We can eliminate any reader suspense by sharing the response Pelosi’s office sent PolitiFact after we inquired: “She misspoke,” spokesman Drew Hammill acknowledged. “Obviously the impact of the court’s decision is not to make these four contraceptive methods illegal – i.e. no longer allowed to be sold.”

Hammill went on to explain that Pelosi’s “overriding point” was that the decision “does in fact limit access … which is the key point Pelosi made.” He pointed to portions of Associate Justice Ruth Bader Ginsburg’s dissent in which Ginsburg notes that IUDs are expensive and that removing company support for them could leave some female employees without the “most effective” medical option for their needs.
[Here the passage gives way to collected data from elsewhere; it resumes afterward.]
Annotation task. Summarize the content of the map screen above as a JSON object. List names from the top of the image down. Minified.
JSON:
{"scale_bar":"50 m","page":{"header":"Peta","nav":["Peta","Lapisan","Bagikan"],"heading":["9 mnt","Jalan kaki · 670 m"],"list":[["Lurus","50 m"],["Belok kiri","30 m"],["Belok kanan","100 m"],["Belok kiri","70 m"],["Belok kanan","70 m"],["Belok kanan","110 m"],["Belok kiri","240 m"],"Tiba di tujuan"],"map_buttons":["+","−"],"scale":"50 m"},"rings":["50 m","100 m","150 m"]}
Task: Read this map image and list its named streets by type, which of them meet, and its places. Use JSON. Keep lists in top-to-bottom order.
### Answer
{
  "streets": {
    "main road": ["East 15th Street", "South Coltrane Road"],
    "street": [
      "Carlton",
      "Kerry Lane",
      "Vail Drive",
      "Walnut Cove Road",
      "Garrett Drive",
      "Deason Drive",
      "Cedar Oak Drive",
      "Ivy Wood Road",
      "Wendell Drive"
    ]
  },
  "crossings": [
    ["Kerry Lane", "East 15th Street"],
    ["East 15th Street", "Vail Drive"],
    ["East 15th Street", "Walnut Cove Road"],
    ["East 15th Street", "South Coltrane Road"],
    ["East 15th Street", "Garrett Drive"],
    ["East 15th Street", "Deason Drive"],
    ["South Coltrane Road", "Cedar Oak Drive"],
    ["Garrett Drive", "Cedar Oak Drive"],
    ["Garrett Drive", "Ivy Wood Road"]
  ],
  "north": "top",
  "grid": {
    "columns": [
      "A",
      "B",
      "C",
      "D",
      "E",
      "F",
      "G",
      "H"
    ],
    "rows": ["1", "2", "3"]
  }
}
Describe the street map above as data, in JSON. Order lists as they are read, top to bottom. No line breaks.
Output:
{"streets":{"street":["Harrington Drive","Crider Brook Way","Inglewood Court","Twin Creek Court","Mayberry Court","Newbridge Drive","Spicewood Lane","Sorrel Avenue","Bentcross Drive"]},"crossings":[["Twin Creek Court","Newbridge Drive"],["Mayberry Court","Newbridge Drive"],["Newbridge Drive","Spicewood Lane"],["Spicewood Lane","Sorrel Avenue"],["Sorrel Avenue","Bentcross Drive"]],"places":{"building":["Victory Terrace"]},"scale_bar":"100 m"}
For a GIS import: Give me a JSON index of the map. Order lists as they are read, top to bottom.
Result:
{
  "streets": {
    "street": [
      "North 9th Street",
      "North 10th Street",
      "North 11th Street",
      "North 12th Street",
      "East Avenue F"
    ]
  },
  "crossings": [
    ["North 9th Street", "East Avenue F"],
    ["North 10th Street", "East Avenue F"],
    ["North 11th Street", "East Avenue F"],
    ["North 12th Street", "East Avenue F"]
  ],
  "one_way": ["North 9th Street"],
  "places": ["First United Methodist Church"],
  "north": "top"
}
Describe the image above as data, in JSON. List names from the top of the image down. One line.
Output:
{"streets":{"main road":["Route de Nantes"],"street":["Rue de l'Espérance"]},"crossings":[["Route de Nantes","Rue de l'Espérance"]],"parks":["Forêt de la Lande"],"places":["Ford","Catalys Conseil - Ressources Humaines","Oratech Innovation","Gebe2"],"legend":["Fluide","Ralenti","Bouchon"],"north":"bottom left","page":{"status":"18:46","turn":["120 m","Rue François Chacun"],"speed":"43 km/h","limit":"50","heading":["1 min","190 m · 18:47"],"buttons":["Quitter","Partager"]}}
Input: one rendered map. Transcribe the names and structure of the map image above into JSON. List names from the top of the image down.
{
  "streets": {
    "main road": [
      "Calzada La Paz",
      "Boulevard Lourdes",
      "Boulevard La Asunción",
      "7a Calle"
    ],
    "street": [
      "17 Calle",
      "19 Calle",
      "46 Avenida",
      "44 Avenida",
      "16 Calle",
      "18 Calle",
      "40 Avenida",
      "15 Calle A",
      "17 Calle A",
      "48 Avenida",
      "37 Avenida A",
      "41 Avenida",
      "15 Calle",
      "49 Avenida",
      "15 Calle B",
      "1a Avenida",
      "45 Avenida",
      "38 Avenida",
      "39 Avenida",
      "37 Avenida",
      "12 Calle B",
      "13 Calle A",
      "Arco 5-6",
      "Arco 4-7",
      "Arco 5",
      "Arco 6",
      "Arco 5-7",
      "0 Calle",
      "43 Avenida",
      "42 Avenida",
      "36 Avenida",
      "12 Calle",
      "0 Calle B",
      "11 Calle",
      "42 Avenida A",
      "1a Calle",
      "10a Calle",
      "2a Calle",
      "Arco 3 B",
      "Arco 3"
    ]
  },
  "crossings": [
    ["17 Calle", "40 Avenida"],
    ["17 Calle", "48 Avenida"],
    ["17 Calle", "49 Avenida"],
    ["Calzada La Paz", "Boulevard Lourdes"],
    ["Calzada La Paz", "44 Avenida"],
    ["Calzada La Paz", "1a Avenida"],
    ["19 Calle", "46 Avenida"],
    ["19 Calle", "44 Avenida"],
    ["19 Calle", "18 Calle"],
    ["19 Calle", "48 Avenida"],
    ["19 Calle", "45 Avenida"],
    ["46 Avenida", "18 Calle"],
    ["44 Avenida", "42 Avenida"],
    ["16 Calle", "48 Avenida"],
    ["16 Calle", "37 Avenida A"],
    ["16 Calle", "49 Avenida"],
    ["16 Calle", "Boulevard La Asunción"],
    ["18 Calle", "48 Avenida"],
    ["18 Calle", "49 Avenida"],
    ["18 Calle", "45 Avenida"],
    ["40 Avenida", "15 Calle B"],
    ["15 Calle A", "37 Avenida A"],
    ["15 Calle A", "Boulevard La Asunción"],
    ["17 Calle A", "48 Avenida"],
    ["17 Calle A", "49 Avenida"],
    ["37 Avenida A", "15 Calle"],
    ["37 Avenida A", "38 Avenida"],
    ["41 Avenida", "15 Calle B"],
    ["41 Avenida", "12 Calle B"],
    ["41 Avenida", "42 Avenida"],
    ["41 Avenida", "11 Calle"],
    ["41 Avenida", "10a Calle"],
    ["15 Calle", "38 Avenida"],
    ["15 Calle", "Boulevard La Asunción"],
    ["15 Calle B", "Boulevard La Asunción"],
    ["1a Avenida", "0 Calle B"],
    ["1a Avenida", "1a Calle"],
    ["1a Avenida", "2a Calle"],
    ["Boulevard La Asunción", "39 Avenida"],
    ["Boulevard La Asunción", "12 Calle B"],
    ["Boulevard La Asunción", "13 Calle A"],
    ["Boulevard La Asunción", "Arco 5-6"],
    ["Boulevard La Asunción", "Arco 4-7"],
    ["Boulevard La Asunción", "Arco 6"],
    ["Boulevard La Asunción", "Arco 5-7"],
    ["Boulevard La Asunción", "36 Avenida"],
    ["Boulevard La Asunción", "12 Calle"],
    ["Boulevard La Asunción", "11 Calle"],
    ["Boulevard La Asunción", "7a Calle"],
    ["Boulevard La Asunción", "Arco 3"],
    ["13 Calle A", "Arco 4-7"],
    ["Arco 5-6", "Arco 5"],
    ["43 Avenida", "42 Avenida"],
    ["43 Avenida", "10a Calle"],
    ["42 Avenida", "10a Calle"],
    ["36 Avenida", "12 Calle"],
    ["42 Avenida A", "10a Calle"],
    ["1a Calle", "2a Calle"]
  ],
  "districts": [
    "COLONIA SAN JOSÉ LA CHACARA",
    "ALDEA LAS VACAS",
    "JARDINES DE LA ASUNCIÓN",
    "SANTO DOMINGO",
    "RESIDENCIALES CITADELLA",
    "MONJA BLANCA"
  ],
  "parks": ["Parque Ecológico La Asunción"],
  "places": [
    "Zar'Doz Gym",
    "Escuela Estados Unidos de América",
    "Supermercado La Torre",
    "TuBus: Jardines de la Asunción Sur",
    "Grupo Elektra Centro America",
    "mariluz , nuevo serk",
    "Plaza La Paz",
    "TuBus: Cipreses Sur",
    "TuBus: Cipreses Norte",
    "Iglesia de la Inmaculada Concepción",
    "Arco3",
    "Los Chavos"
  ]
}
No, that was not the “overriding point” — and even if it was, it’s still nonsense. The Hobby Lobby decision does not limit access, and access to birth control hasn’t been an issue since Griswold. Anyone who wants it can buy it, and any employer who desires to provide it as part of health insurance coverage is still free to do so. Eighty-five percent of employer-provided health insurance already did that before the HHS contraception mandate was imposed on businesses, while almost every plaintiff against the mandate did not. Moreover, the CDC’s 26-year study of unplanned pregnancies found no evidence of a lack of access to birth control as a contributing cause to the issue from 1982-2008.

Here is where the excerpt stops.